Viennent ensuite la douce mélancolie et le baume du folk d’Alex Maas, chanteur des Black Angels venu nous réconforter en solo avec un set essentiellement acoustique et intimiste simplement accompagné de sa guitare et d’un batteur. L’ambiance est au recueillement pour écouter cette tête de proue de la scène néo-psychédélique américaine qui offre un très joli moment de douceur aux accents country. C’est peut-être légèrement en décalage avec le reste de la soirée, mais ce concert offre quelques moments de grâce comme sur un titre orientalisant joué avec un instrument traditionnel de type sitar ou bouzouki, et Alex Maas a une vraiment très jolie voix. Nous partons avant la fin pour assister au concert des Limiñanas.
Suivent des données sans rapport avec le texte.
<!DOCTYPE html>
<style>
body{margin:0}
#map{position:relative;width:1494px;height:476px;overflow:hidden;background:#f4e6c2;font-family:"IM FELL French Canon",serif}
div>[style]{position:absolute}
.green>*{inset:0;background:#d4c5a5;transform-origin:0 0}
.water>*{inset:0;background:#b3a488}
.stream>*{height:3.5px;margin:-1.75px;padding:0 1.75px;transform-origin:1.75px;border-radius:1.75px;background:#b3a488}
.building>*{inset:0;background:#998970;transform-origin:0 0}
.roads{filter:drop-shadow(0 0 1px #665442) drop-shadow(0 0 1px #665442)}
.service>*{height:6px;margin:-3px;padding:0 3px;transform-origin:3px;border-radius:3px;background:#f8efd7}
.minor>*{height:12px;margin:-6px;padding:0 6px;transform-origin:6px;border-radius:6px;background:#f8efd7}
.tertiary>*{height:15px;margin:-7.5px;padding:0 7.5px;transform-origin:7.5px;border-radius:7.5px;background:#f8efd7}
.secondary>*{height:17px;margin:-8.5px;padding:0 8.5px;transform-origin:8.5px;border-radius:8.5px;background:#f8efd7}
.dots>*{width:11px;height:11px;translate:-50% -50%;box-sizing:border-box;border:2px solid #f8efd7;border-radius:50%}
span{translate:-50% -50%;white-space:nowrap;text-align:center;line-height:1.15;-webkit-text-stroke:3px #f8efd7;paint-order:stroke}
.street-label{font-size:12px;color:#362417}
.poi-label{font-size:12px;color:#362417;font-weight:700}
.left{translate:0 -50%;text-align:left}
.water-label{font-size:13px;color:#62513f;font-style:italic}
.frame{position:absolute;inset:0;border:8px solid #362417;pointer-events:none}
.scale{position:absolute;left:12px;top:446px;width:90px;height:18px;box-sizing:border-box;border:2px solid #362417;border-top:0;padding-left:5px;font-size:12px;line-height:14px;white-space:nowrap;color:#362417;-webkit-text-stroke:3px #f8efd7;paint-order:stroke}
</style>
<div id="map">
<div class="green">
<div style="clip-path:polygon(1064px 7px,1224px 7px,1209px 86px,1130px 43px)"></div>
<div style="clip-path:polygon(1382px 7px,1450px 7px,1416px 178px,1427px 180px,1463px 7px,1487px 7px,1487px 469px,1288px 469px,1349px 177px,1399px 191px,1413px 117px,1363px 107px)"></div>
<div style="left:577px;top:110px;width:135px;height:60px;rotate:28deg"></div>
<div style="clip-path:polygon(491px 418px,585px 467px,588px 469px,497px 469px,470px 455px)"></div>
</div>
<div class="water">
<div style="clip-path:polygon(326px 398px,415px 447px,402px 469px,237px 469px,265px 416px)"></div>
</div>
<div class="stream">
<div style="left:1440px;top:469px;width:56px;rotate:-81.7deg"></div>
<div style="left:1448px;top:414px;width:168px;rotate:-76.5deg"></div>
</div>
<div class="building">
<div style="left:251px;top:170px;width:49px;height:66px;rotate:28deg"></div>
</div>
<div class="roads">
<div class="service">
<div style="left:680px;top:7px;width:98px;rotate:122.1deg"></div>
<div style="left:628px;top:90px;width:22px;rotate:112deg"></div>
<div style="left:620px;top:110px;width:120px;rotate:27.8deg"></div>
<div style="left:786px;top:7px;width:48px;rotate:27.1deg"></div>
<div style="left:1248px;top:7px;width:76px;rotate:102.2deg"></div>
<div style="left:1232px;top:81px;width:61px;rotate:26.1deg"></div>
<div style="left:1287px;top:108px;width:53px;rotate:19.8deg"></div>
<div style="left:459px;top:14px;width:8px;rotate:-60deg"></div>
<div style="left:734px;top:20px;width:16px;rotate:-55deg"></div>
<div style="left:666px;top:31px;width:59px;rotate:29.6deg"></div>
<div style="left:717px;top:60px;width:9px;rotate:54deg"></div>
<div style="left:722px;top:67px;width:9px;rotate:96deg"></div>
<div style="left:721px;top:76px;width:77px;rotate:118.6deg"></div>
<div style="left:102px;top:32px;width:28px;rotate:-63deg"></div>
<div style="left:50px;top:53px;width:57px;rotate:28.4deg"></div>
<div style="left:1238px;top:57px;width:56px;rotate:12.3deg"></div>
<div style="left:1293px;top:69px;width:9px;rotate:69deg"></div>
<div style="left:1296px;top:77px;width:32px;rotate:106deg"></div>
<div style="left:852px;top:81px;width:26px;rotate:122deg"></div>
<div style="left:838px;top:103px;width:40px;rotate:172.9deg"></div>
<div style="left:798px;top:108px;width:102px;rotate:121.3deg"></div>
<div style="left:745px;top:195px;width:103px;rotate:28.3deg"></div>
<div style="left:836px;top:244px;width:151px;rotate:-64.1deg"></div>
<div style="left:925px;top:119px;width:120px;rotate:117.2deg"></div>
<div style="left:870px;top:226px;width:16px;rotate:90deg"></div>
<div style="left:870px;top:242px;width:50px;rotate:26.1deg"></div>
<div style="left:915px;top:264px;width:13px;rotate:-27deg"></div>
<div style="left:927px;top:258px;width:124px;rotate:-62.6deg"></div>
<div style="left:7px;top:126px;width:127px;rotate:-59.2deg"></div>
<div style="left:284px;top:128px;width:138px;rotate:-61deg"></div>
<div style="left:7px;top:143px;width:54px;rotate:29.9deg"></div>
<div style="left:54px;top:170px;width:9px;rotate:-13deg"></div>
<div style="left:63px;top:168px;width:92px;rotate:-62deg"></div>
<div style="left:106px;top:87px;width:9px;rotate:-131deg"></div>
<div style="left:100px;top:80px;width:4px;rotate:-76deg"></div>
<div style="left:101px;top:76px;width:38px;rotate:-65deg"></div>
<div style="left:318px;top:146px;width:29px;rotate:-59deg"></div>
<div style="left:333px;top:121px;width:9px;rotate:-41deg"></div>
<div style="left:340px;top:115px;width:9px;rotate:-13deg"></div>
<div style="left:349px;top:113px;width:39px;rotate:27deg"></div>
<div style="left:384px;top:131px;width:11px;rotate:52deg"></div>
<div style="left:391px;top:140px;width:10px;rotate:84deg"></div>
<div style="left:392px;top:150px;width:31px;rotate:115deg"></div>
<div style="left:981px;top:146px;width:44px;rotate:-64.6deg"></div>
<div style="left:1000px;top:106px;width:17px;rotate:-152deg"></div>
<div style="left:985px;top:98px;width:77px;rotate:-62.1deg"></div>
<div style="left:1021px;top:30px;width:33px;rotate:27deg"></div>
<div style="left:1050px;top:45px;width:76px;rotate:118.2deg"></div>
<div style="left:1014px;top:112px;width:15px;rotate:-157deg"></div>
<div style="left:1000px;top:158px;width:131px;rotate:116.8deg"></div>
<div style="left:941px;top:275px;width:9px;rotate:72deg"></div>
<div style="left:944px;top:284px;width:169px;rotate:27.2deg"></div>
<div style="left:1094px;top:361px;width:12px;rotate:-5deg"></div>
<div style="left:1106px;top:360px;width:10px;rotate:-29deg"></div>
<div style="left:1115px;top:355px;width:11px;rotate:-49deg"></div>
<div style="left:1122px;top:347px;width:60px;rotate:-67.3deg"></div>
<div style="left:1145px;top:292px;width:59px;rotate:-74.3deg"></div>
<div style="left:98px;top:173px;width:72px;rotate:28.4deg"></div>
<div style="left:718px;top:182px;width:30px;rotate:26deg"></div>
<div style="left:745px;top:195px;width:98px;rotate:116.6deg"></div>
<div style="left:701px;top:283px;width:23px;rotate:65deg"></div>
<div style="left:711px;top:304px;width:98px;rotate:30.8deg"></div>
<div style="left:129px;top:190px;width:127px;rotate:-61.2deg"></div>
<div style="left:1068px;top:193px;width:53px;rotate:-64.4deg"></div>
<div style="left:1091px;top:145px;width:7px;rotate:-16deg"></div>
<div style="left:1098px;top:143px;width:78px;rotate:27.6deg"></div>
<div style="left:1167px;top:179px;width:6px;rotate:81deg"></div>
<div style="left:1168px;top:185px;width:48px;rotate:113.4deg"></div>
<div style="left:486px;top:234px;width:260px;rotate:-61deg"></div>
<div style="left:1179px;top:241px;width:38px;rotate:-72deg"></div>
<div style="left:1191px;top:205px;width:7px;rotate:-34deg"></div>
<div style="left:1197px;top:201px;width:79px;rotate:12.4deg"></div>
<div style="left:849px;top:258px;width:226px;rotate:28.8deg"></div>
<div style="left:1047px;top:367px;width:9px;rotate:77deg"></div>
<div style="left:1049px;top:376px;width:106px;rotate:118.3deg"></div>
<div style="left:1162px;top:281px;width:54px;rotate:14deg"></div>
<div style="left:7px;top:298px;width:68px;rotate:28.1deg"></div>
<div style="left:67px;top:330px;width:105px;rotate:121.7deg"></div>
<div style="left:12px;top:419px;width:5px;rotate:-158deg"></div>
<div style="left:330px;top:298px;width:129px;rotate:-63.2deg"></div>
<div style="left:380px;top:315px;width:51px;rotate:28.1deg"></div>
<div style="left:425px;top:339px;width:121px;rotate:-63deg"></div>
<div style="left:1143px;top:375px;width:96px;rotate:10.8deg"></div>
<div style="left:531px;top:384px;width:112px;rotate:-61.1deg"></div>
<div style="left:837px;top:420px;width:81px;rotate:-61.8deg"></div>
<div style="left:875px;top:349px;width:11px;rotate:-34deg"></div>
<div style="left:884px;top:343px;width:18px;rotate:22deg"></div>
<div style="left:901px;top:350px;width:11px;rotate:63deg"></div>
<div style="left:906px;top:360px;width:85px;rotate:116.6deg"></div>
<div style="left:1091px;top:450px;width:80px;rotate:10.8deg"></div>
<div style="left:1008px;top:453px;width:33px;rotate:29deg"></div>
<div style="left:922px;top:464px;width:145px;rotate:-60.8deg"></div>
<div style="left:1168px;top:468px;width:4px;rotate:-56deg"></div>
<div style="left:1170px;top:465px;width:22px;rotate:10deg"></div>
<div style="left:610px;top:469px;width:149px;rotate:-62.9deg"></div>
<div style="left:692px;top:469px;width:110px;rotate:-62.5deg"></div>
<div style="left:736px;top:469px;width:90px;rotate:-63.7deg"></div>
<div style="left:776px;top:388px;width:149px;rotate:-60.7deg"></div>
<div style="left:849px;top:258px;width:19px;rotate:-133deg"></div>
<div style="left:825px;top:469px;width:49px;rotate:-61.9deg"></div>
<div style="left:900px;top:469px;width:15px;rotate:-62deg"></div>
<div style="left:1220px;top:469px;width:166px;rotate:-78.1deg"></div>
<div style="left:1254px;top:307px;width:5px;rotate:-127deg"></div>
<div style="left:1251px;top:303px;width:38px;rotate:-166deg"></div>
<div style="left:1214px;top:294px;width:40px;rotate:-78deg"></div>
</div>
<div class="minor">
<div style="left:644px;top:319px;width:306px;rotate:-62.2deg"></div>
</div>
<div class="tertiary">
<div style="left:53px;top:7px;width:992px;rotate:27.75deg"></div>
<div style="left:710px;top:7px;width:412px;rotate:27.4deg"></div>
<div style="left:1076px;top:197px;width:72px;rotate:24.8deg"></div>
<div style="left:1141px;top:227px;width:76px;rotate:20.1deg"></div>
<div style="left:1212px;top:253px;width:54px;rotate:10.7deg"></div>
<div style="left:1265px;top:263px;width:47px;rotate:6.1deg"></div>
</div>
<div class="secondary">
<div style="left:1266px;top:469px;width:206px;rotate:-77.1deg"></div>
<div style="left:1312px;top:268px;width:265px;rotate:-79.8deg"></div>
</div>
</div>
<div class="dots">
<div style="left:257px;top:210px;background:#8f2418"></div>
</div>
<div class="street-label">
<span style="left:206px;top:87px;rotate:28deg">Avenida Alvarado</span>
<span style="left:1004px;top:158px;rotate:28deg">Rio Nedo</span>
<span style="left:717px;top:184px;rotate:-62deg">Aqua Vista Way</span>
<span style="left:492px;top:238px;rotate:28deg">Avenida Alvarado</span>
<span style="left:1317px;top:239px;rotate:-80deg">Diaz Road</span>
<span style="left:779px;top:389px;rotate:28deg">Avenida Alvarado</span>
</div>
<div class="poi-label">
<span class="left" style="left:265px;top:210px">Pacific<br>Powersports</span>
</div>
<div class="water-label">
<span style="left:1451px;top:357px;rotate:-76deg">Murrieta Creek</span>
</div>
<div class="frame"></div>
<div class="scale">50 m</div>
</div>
« Athen I.A » aux airs d’Ennio Morricone retentit dans le Forum du Quai. The Limiñanas et toute sa bande font escale sur la scène qu’ils vous foudroyer une heure durant. Entre les riffs déflagrateurs de Lionel, le chant élégant de Nika et le jeu de batterie très habité de Marie, le spectacle est un délice tant pour les yeux que les oreilles. Alternant les morceaux anglophones et francophones (« The Darkside », « El Beach », « Prisunic », « Zippo »), les Perpignanais débordent d’une énergie communicative et d’une expérience scénique évidente. Nous regretterons l’absence de morceaux marquants de leur discographie comme « Kostas » ou encore le culte « Je ne suis pas très drogue » ainsi que l’absence de la voix de Lionel, pourtant si précieuse dans les morceaux du groupe. Un set absolument électrique et sans temps mort qu’il nous tarde de revoir en version longue.

Pendant ce temps, les aficionados de la scène la plus radicale de l’électro psyché des pionniers assistent à l’hommage rendu à La Monte Young par Peter Kember (Sonic Boom), Étienne Jaumet (Zombie Zombie) et Céline Wadier via une création aux confins du jazz, du drone et de la musique électronique planante. Nous n’y faisons qu’un bref tour, car La Femme s’apprête à prendre place sur la scène du Forum.

C’est d’ailleurs officiel, La Femme n’est plus ce petit groupe rock indé qui monte. Leur réputation en hausse fracassante suite à la sortie de leur deuxième album « Mystère » peut expliquer cette foule bien compacte attendant patiemment le début du concert. Les premières notes d’« Où Va Le Monde » et la comptine « Septembre », très bien interprétés par Marlon et Clémence ont vite fait d’embraser un public chargé à bloc. Entre le fougueux « Tatiana » ou encore un « 2023 » planant à souhait, le groupe n’hésite pas à provoquer gentiment son public comme à son habitude. La version étendue de « La Femme ressort » nous en fait voir de toutes les couleurs avec son rythme intense et complètement hypnotique, et puis il y a eu cette fameuse main, emblème du groupe, saturée d’une magnifique esthétique circulaire à l’écran. Ne résistant pas à la tentation de faire un concert différent à l’occasion du festival, La Femme fait la même erreur que lors de son dernier passage à Levitation et propose un set parfois ennuyeux et trop planant dont certains tubes géniaux (« Sur La Planche », « S.S.D. ») répondent aux abonnés absents. Le morceau de quinze minutes « Vagues » pour clôturer le set en aura découragé plus d’un. Nous l’avions bien vu à La Route du Rock en août dernier, le groupe biarrot-parisien a pourtant toutes les cartes en main pour réussir pleinement des concerts épiques, il lui suffit juste de calibrer son attitude, de se concentrer sur sa musique et de construire plus intelligemment ses setlists.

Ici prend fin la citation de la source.